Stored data
-*-
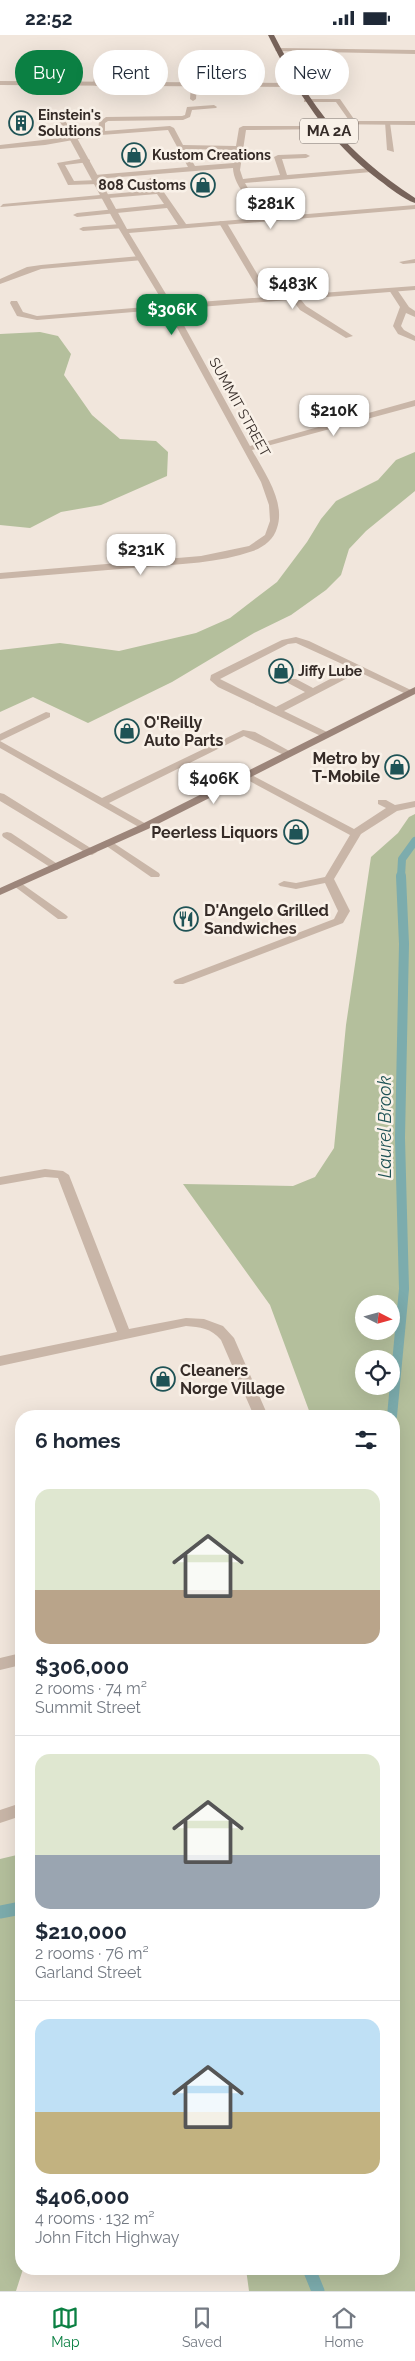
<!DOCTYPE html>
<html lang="en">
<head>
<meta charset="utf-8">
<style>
  :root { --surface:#fff; --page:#f6f6f7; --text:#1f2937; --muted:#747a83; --line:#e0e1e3; --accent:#0b8043 }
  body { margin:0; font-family:Raleway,sans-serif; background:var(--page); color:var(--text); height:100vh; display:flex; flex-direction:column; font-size:19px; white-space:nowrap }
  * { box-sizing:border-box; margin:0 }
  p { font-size:16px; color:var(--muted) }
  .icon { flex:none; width:28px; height:28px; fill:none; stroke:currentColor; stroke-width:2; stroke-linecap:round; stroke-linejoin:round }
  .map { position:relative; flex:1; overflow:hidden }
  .drawer { position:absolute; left:15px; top:1375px; width:385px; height:865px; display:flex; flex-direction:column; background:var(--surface); border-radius:20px; box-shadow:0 5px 20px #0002 }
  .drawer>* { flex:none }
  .top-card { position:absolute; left:15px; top:15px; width:385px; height:45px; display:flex; gap:10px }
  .needle { width:32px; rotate:96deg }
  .controls { position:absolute; left:355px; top:1260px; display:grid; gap:10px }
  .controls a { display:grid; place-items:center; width:45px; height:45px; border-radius:50%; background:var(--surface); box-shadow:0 5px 20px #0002; font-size:25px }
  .price { position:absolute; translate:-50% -42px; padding:0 11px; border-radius:10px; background:#fff; color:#222; font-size:16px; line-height:32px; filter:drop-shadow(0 1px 2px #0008) }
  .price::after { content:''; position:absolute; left:50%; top:30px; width:15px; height:11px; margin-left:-8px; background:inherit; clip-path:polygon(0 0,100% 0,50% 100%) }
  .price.on { background:var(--accent); color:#fff }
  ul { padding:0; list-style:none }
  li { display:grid; align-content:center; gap:10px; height:265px; padding:0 20px }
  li+li { border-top:1px solid var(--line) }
  li span { display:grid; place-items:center; height:155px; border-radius:15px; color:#555 }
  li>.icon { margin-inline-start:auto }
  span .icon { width:90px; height:90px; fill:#fffc; stroke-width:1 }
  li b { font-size:21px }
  h2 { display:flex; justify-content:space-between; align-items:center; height:60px; padding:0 20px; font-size:21px }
  .pill { padding:0 18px; border-radius:22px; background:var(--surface); box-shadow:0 5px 20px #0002; font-size:18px; line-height:45px }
  .pill.on { background:var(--accent); color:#fff }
  .status { display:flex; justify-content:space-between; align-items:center; height:35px; padding:0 25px; background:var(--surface); direction:ltr }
  .status svg { height:14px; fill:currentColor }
  .tabs { display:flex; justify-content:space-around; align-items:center; height:70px; border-top:1px solid var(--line); background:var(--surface); font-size:14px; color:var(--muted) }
  .tabs a { display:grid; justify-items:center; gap:2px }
  .tabs .on { color:var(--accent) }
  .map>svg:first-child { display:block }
</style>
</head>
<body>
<div class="status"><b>22:52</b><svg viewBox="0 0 49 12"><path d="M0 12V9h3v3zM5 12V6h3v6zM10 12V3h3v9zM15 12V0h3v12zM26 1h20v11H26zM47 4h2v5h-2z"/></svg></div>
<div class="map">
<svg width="415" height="2256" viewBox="0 0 415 2256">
  <rect width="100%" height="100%" fill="#f1e6dc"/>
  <!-- green -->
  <path fill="#b4bf9c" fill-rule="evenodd" d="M 40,297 L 58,301 L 71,319 L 64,340 L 92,380 L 120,404 L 156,406 L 168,417 L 167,441 L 101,470 L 61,477 L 30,493 L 0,490 L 0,299 Z
    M 415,417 L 415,456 L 366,496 L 349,514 L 341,540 L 326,555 L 291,580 L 254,598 L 172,647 L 88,688 L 33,662 L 0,677 L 0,615 L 60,608 L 119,616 L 196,598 L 230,583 L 277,547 L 307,507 L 321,484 L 336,466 L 378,445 L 396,425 Z
    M 415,779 L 415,2256 L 249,2256 L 246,2234 L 394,2234 L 394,1381 L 311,1381 L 270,1270 L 183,1149 L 293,1151 L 315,1142 L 334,1113 L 346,990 L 371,822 L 398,798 L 409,782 ZM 364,1269 L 391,1269 L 391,1296 L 364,1296 ZM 364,1324 L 391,1324 L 391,1351 L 364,1351 Z
    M 21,1819 L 21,2234 L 23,2234 L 16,2256 L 0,2256 L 0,1824 Z"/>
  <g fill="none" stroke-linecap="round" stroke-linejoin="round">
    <!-- stream-far2 -->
    <path stroke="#7cacad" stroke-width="8" d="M 401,842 L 402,824 L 415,806"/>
    <!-- stream-far1 -->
    <path stroke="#7cacad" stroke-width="10" d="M 392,1381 L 404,1254 L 400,1103 L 404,909 L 401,841"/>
    <!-- stream -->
    <path stroke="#7cacad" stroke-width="13" d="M 0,1877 L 21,1873
      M 309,2234 L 318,2256"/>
    <!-- service -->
    <path fill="#c9b6a8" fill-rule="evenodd" d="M 100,24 L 103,26 L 99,49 L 96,51 L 93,49 L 97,26 Z
      M 194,48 L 197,50 L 196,64 L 193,66 L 190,64 L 191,50 Z
      M 306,64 L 340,64 L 356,87 L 351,88 L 336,67 L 304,67 L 304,65 Z
      M 214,70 L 217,72 L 216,73 L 192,75 L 190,82 L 183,85 L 108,86 L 105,88 L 105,96 L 170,91 L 174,93 L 183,110 L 236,111 L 239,93 L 243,91 L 327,91 L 329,92 L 329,94 L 246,95 L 240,135 L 243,144 L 280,140 L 274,122 L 278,120 L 306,119 L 310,121 L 306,123 L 282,124 L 287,140 L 371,133 L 375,135 L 371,137 L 245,148 L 250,157 L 246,159 C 239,155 233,141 233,133 L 95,144 L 91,142 L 95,140 L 188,132 L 168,95 L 101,100 L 45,110 L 0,114 L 0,110 L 69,102 L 57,82 L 60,80 L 62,81 L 75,101 L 98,96 L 99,87 L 106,82 L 182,81 L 185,80 L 187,72 ZM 185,114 L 236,115 L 234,128 L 195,131 Z
      M 385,87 L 390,88 L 394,117 L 387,115 Z
      M 86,123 L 90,125 L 89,127 L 65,130 L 74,146 L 98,145 L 102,147 L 98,149 L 68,150 L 57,128 Z
      M 151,143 L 154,143 L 186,189 L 186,193 L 180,193 L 167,173 L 77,182 L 73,180 L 77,178 L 164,169 L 157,159 L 0,172 L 3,169 L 154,155 L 147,145 Z
      M 220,186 L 227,188 L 272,264 L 271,266 L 264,264 L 219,188 Z
      M 121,189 L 125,191 L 124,193 L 83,196 L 79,194 L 83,192 Z
      M 140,221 L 143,221 L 143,225 L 41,234 L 0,249 L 0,244 L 27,232 L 41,230 Z
      M 415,224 L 415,228 L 403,229 L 399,227 Z
      M 390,253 L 396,253 L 409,272 L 415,276 L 415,282 L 406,278 L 401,291 L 404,295 L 415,301 L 415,306 L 398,299 L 393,291 L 400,272 L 389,255 Z
      M 292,261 L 298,261 L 306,271 L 353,301 L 346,303 L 300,275 L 291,263 Z
      M 11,266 L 17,266 L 23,277 L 37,281 L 170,270 L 174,272 L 170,274 L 37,285 L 17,281 L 10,268 Z
      M 296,602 L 309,606 L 415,657 L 410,660 L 406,659 L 359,637 L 284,676 L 329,698 L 329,702 L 325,703 L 218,652 L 210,645 L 211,640 L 282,605 ZM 296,608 L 351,633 L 313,653 L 296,644 L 288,644 L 288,648 L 305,657 L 276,672 L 220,644 L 288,609 Z
      M 46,677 L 50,678 L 50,682 L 0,706 L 102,763 L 243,695 L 255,697 L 293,718 L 292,720 L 284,720 L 244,701 L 109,768 L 148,790 L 149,792 L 144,795 L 0,713 L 0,699 Z
      M 246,737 L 354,794 L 386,773 L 378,769 L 378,765 L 386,765 L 395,770 L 415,766 L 415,772 L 397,776 L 361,799 L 334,844 L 350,876 L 343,888 L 183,949 L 175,949 L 173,947 L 175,945 L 334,884 L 338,876 L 325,848 L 296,854 L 280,851 L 278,849 L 284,846 L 296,848 L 325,842 L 350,800 L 242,742 L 241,740 Z
      M 0,758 L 4,759 L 97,817 L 92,820 L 88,819 L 0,766 Z
      M 7,797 L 11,798 L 62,832 L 57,835 L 53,834 L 3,802 L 2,800 L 3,798 Z
      M 109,805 L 159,838 L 160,840 L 159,842 L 151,842 L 105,810 L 104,808 L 105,806 Z
      M 18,846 L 66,880 L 68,882 L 66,884 L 58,884 L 14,851 L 12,849 L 14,847 Z
      M 45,1134 L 63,1136 L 69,1140 L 129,1294 L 186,1283 L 204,1284 L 223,1291 L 234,1303 L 268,1381 L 254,1381 L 221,1305 C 211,1293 200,1292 186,1291 L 0,1331 L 0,1321 L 117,1297 L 58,1143 L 45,1142 L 0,1150 L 0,1142 Z
      M 21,1618 L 21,1630 L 0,1635 L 0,1623 Z
      M 21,1768 L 21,1781 L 0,1788 L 0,1775 Z"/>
    <!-- minor -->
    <path fill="#c9b6a8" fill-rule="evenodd" d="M 278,13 L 415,15 L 415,19 L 276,16 L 275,15 Z
      M 0,46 L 297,48 L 300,50 L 297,52 L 0,50 Z
      M 319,86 L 415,86 L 415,90 L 321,89 L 318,87 Z
      M 70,101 L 77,103 L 127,194 L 415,170 L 415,174 L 129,198 L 172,269 L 415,251 L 415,255 L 175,274 L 250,411 L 415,365 L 415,371 L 252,415 C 264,437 286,467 277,493 C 274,504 264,512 253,516 C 219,528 180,529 144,532 C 96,536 48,540 0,544 L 0,538 L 201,521 L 249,511 L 265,500 L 270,486 L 269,470 L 261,447 L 163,267 L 113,184 L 69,103 Z"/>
    <!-- secondary -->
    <path fill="#9c857a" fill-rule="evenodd" d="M 415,652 L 415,659 L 148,794 L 0,860 L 0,853 L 140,790 Z"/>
    <!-- primary -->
    <path fill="#77635a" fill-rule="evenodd" d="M 268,0 L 274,0 C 311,73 346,118 415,163 L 415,168 C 403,164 390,153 379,145 C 329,107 296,57 268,0 Z"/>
  </g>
  <!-- icons -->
  <defs>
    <g id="building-ring" transform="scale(1.25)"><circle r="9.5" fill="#f9f1e8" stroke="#1f5356" stroke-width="1.5"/><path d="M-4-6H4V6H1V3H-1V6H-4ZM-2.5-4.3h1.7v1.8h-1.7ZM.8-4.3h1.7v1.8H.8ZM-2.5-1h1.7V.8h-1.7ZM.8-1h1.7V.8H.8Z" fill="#1f5356"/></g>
    <g id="shop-ring" transform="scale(1.25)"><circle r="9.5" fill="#f9f1e8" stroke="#1f5356" stroke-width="1.5"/><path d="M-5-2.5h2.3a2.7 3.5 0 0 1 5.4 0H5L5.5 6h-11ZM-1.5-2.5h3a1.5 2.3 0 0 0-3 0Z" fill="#1f5356"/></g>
    <g id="restaurant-ring" transform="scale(1.25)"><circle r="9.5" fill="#f9f1e8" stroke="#1f5356" stroke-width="1.5"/><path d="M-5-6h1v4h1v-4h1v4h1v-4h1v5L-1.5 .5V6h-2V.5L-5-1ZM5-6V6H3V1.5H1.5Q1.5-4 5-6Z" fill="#1f5356"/></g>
  </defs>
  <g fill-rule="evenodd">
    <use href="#building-ring" x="21" y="88"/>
    <use href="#shop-ring" x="134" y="120"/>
    <use href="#shop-ring" x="203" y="150"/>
    <use href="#shop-ring" x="281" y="636"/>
    <use href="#shop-ring" x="127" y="696"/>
    <use href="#shop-ring" x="397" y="732"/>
    <use href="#shop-ring" x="296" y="797"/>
    <use href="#restaurant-ring" x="186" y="884"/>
    <use href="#shop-ring" x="163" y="1344"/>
  </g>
  <g text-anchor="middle" stroke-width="5" stroke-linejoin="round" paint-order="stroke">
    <!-- far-poi labels -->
    <g font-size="14" font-weight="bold" fill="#362c28" stroke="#f9f1e8" text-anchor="start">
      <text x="38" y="85">Einstein's<tspan x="38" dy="16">Solutions</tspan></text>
      <text x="152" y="125">Kustom Creations</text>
      <text x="186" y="155" text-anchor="end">808 Customs</text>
      <text x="298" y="641">Jiffy Lube</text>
    </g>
    <!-- far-street labels -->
    <g font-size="14" fill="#362c28" stroke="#f9f1e8">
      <text transform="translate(240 372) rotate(61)" y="5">SUMMIT STREET</text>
    </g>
    <!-- shield labels -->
    <rect fill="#f9f1e8" stroke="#706762" stroke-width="1" x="300" y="83.5" width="58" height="25" rx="4"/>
    <g font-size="15" font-weight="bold" fill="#362c28">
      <text x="329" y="101">MA 2A</text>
    </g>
    <!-- poi labels -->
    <g font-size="16" font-weight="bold" fill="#362c28" stroke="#f9f1e8" text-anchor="start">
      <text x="144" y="693">O'Reilly<tspan x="144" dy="18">Auto Parts</tspan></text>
      <text x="380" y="729" text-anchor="end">Metro by<tspan x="380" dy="18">T-Mobile</tspan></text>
      <text x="278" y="803" text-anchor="end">Peerless Liquors</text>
      <text x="204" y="881">D'Angelo Grilled<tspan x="204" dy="18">Sandwiches</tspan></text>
      <text x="180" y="1341">Cleaners<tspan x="180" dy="18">Norge Village</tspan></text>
    </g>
    <!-- water labels -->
    <g font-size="18" font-style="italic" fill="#1f5356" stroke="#f9f1e8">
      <text transform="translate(385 1092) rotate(-90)" y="6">Laurel Brook</text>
    </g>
  </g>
</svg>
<div class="controls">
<a><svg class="needle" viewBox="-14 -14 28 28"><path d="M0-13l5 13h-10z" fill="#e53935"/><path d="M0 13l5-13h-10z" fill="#747a83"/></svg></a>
<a><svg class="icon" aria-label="locate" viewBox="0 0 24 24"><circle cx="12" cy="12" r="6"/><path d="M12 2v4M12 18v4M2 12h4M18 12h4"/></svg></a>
</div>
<b class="price" style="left:271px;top:195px">$281K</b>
<b class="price" style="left:293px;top:275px">$483K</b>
<b class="price on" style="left:172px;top:301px">$306K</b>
<b class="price" style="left:334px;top:402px">$210K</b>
<b class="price" style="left:141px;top:541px">$231K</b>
<b class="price" style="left:214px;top:770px">$406K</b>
<div class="top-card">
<a class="pill on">Buy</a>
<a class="pill">Rent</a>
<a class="pill">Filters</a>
<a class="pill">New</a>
</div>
<section class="drawer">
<h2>6 homes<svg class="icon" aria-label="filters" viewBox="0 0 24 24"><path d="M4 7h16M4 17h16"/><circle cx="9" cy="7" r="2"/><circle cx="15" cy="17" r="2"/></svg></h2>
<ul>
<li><span style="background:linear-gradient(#dfe7d0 65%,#b9a48a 0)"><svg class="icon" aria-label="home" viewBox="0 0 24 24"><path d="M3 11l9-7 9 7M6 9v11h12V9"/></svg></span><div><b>$306,000</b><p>2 rooms · 74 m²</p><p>Summit Street</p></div></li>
<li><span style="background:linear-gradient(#dfe7d0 65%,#9aa5b1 0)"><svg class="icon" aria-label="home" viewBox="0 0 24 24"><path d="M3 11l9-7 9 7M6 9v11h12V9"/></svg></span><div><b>$210,000</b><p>2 rooms · 76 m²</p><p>Garland Street</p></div></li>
<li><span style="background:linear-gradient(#bfe0f5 60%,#c2b280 0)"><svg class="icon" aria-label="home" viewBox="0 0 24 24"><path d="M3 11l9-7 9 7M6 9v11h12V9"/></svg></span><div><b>$406,000</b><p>4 rooms · 132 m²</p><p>John Fitch Highway</p></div></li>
</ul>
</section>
</div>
<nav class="tabs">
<a class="on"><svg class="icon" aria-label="map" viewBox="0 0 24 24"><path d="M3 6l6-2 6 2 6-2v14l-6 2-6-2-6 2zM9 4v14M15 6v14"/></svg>Map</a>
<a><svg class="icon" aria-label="saved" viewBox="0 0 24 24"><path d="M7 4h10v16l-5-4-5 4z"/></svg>Saved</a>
<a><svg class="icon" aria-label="home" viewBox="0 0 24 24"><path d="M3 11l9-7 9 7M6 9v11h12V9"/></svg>Home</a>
</nav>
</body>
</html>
-*-
__What you need to do__: Search the entries for "body" and show every line that has it.

__Written answer__:
  body { margin:0; font-family:Raleway,sans-serif; background:var(--page); color:var(--text); height:100vh; display:flex; flex-direction:column; font-size:19px; white-space:nowrap }
<body>
</body>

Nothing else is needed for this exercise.